Thursday, March 17, 2011

iPads in the Classroom

A mostly negative account of putting iPads into the hands of students and faculty. Unfortunately, I don't think they're actually "integrating" the iPads into teaching and learning. Instead, it seems like they're treating iPads as laptop replacements. Bringing iPads (or any other mobile device) into the classroom requires greater institutional, faculty, staff, and student commitment. Assignments, activities, faculty-student interaction have to all be built around the device. This may require creating new assignments, modifying existing assignments, creating custom applications, and customizing your infrastructure for these devices. An iPad initiative should take advantage of the special capabilities of the devices, but also account for the limitations.

iPads Could Hinder Teaching, Professors Say

When Paul Steinhaus, chief information officer at Chatham University, met with his colleagues last summer to discus getting iPads for incoming students, they knew the move could raise the profile of the small institution in Pittsburgh. Across the country, institutions had grabbed headlines for adopting Apple's tablet computing device.

But Mr. Steinhaus and other administrators soon realized that the iPad, with the slow finger-typing it requires, actually makes written course work more difficult, and that the devices wouldn't run all of the university's applications. "I'd hate to charge students and have them only be able to use it for e-mail and Facebook," says Mr. Steinhaus. Chatham charges a $700 annual technology fee, which now pays for standard laptops.

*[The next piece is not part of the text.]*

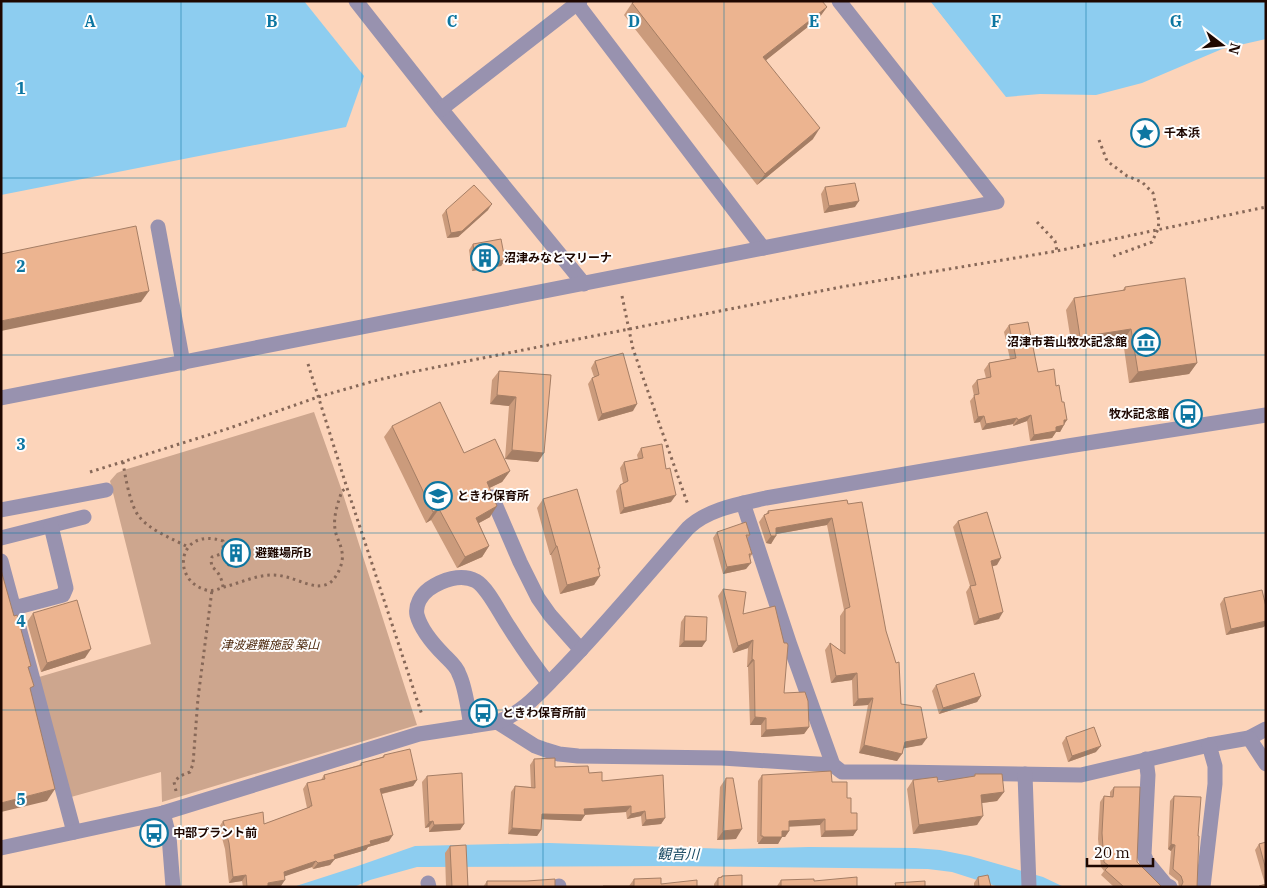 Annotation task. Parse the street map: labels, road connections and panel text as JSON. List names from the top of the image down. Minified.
{"water":["観音川"],"parks":["津波避難施設 築山"],"places":{"place":["千本浜"],"building":["沼津みなとマリーナ","避難場所B"],"museum":["沼津市若山牧水記念館"],"bus stop":["牧水記念館","ときわ保育所前","中部プラント前"],"school or university":["ときわ保育所"]},"scale_bar":"20 m","north":"right","grid":{"columns":["A","B","C","D","E","F","G"],"rows":["1","2","3","4","5"]}}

Still, he adds wistfully, "it would have been nice to get the publicity out of it."

Despite the iPad's popularity—Apple has sold nearly 15 million of them and just came out with the iPad2; and there are dozens of competitors, like the Samsung Galaxy—early studies indicate that these finger-based tablets are passive devices that have limited use in higher education. They are great for viewing media and allow students to share readings. But professors cannot use them to mark up material on the fly and show changes to students in response to their questions, a type of interactivity that has been a major thrust in pedagogy.

Even students have issues. When the University of Notre Dame tested iPads in a management class, students said the finger-based interface on its glassy surface was not good for taking class notes and didn't allow them to mark up readings. For their online final exam, 39 of the 40 students put away their iPads in favor a laptop, because of concerns that the Apple tablet might not save their material.

"When they're working on something important, it kind of freaks them out," says Corey M. Angst, the assistant professor of management who tested the tablets.